"The Messiah Complex and the Search for Best Practice", Ken Wong, Nov. 21, 2002, 12:40 p.m.
Ken Wong, Queen's Business School, at "Strategy on the Edge: Charting the course in turbulent times", Strategic Leadership Forum, at the Design Exchange, Toronto, Nov. 21, 2002, 12:40 p.m.
These participant's notes were created in real-time during the meeting, based on the speaker's presentation(s) and comments from the audience. These should not be viewed as official transcripts of the meeting, but only as an interpretation by a single individual. Lapses, grammatical errors, and typing mistakes may not have been corrected. Questions about content should be directed to the originator. These notes have been contributed by David Ing (daviding@systemicbusiness.org) at the IBM Advanced Business Institute ( http://www.ibm.com/abi).
Introduction
Ken Wong, professor, Queen's Business School
Founded science and technology program at Queens' Business School
[Ken Wong]
Minor case of laryngitis.
Messiah concepts and the question for best practices.

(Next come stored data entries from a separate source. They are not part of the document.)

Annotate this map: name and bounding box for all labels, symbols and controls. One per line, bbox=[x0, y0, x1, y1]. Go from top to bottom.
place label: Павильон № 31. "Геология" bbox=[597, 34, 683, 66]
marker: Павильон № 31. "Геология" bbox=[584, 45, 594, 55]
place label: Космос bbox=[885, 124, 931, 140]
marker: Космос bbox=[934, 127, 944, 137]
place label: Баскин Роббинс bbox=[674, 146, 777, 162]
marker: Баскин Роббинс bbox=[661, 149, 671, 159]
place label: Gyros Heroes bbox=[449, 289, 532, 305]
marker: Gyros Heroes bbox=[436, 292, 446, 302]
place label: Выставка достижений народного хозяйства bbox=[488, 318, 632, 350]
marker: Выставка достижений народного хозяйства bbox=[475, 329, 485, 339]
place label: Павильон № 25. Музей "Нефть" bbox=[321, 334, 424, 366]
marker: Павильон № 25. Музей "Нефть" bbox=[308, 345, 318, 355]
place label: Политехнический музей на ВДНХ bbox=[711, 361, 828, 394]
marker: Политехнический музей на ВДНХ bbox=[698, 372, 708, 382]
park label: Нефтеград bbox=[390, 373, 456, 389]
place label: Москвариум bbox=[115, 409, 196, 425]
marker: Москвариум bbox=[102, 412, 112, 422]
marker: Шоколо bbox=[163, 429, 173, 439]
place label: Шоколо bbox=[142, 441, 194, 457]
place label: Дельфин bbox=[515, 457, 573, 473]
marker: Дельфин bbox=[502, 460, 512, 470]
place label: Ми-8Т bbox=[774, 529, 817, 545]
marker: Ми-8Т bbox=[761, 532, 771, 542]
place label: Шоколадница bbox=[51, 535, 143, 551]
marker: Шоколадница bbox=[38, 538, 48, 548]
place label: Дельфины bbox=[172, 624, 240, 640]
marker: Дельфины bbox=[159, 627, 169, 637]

Why do messiah concepts fail to deliver?
Messiahs to solve the biggest problems or improve productivity.
As a boomer, child of the 1960s, do we really need another messiah concept?
Are there really that many permutations on things that drive business?
e.g. Micheal Porter: Competitive Strategy
e.g. Tracey & Wiersma: Discipline of Market Leaders
e.g. Kenich Ohmae's Mind of the Strategy
All three deliver the same basic message: best, cheapest, or focus.
An exam question: translate from one to the other.
Messiah concepts do play a valuable role.
The #1 role is that enable us to combat management's serial killer strategies.
In Boston, during doctoral studies, David Berkowitz, "son of Sam" serial killer of 13 New York individuals.
In the trial, tried to enter a plea of limited capacity.
If could prove loony tunes, then no death penalty.
When the moon was full, Berkowitz heard a dog howl, and then thought it was his mission to kill the devil.
The devil was anyone with long hair.
Defence attorney asked psychologist, from California: Would you say he's a rational human being?
Reply: Probably the most rational human being I've ever met.
Psychologist says you need to understand the choice of terms.
If you accept the premise that the howl is the message of God, ..., and you accept the premise that the devil has long hair, then you can't deny the chain of logic.
You can deny the premise, but not the chain of logic.
Think about strategy, and the biggest problem:
Getting everyone to line up behind the premises.
Every manager has the same high degree of rationality as that of serial killers.
Believe that when we have the differences of opinion, then that's when strategy goes awry.
If start debating strategies, then end up doing an executive offsite on mission, vision, strategy.
Mission strategies are about political compromise.
Strategy is about asking the right questions, and gaining rationality.
Now we know what really counts
Thus Messiah solutions serve to focus us on whether the premise is correct.
Why can't this be done by repeating what was done last year?
1. People, and how they think
Vertical vs. horizontal thinking, right brain vs. left brain, guardian vs. visionaries, ...
Teachers recognize this.
What makes good teachers?
Students get assigned to a class that think and explain to the way they do.
The "Macintosh" of teaching -- it seems like common sense.
Thus, Porter or Tracey and Wiersma may work better for you.
2. People, and what Messiah concepts help them think about it.
e.g. the value chain concept
All organizations exist to transform inputs into outputs.
The price of the output exceeds costs.
The challenge: it doesn't tell you what value to create.
The shirt that Ken is wearing is special.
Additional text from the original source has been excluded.